START RECORDS FOR THE EXERCISE
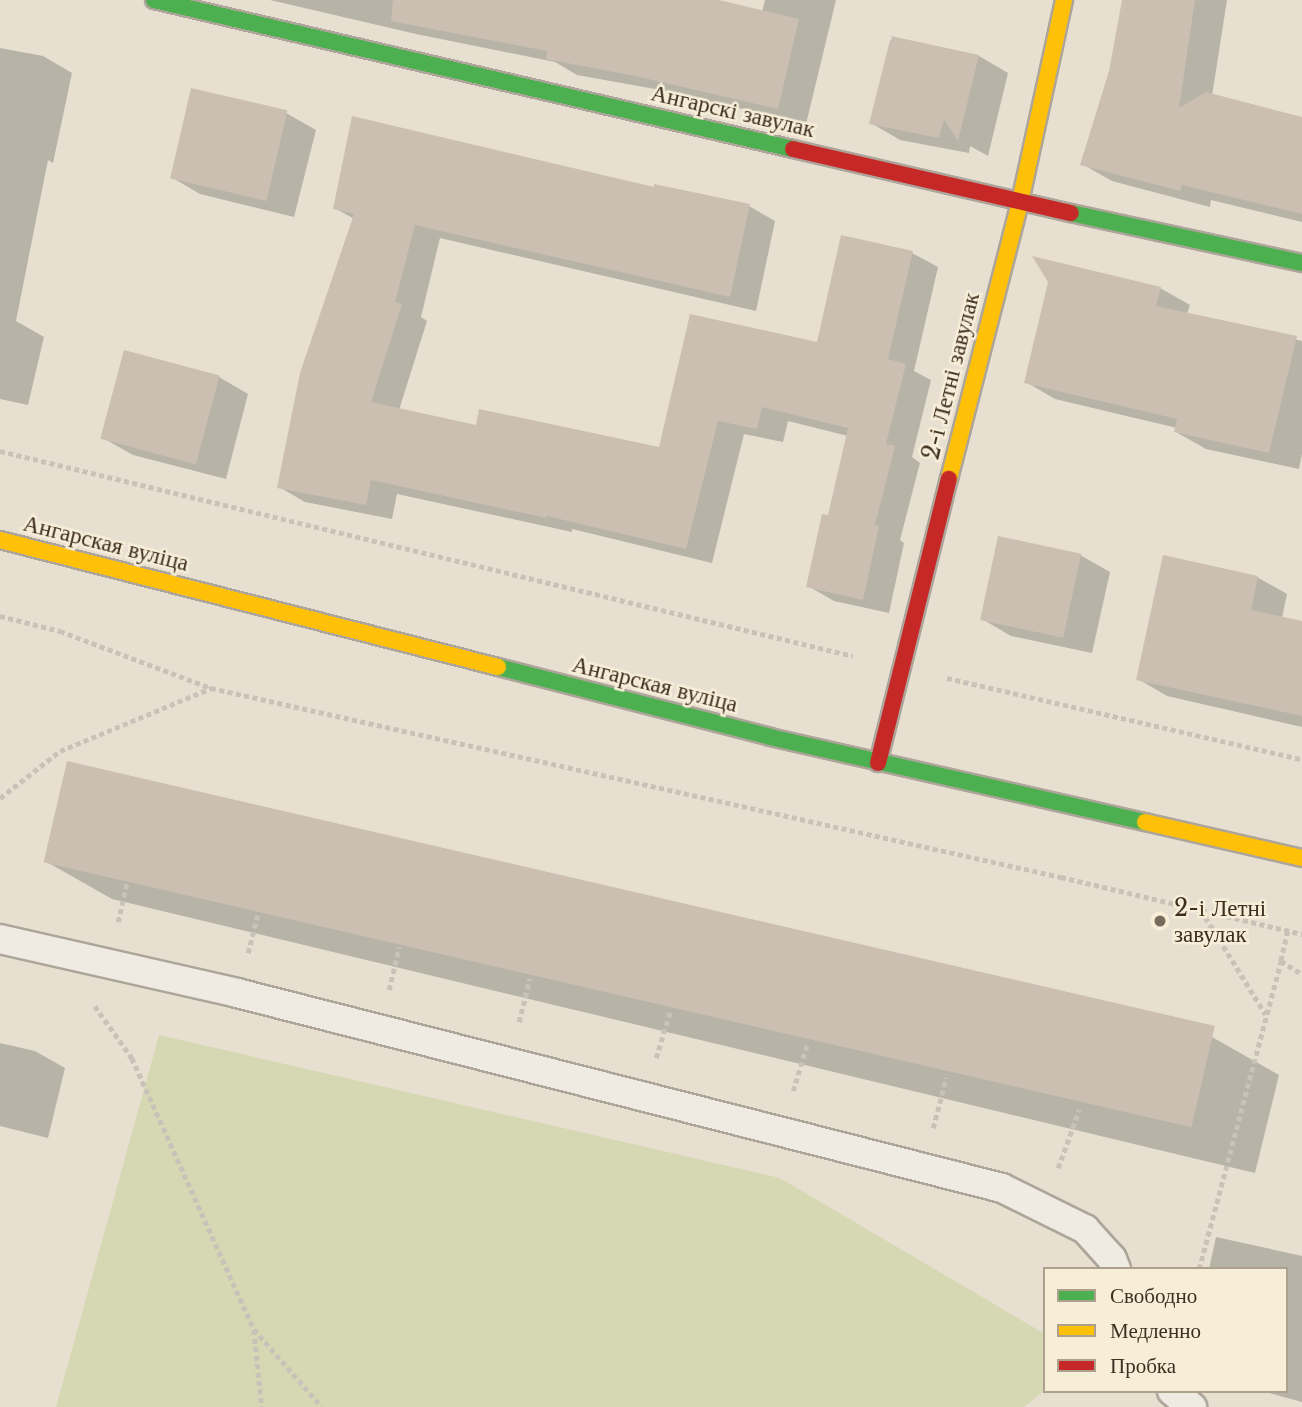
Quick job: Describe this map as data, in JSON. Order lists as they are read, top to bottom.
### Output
{
  "streets": {
    "street": ["Ангарскі завулак", "2-і Летні завулак", "Ангарская вуліца"]
  },
  "crossings": [
    ["Ангарскі завулак", "2-і Летні завулак"],
    ["2-і Летні завулак", "Ангарская вуліца"]
  ],
  "places": ["2-і Летні завулак"],
  "legend": ["Свободно", "Медленно", "Пробка"]
}
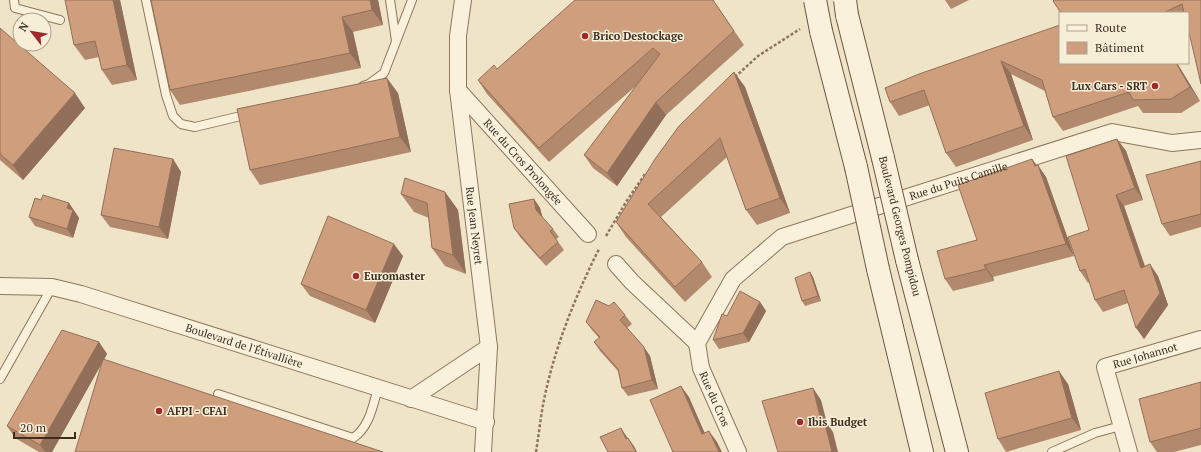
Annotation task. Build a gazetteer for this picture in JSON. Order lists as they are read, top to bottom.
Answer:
{
  "streets": {
    "main road": ["Boulevard Georges Pompidou"],
    "street": [
      "Rue du Cros Prolongée",
      "Rue du Puits Camille",
      "Rue Jean Neyret",
      "Boulevard de l'Étivallière",
      "Rue Johannot",
      "Rue du Cros"
    ]
  },
  "crossings": [
    ["Rue du Cros Prolongée", "Rue Jean Neyret"],
    ["Rue du Puits Camille", "Rue du Cros"],
    ["Rue Jean Neyret", "Boulevard de l'Étivallière"]
  ],
  "places": [
    "Brico Destockage",
    "Lux Cars - SRT",
    "Euromaster",
    "AFPI - CFAI",
    "Ibis Budget"
  ],
  "legend": ["Route", "Bâtiment"],
  "scale_bar": "20 m",
  "north": "top left"
}
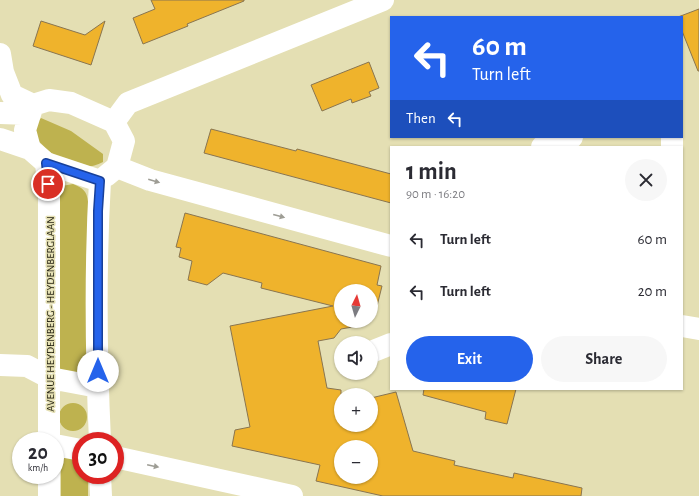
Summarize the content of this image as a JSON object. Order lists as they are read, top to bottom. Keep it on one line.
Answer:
{"streets":{"street":["AVENUE HEYDENBERG - HEYDENBERGLAAN"]},"north":"top","page":{"turn":["60 m","Turn left"],"then":"Then","heading":["1 min","90 m · 16:20"],"list":[{"name":"Turn left","value":"60 m"},{"name":"Turn left","value":"20 m"}],"map_buttons":["+","−"],"buttons":["Exit","Share"],"speed":"20 km/h","limit":"30"}}
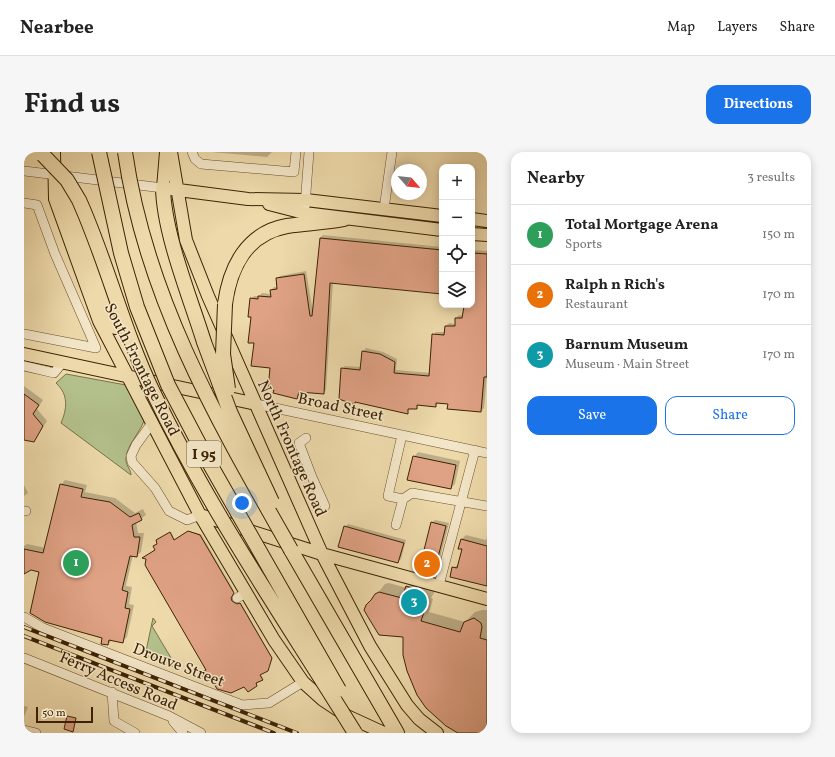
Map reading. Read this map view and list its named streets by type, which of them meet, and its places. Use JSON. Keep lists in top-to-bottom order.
END RECORDS FOR THE EXERCISE
• WORK TASK:
Pull out all lines from the entries above in which the word "Keep" appears.

• OUTPUT:
Summarize the content of this image as a JSON object. Order lists as they are read, top to bottom. Keep it on one line.
Map reading. Read this map view and list its named streets by type, which of them meet, and its places. Use JSON. Keep lists in top-to-bottom order.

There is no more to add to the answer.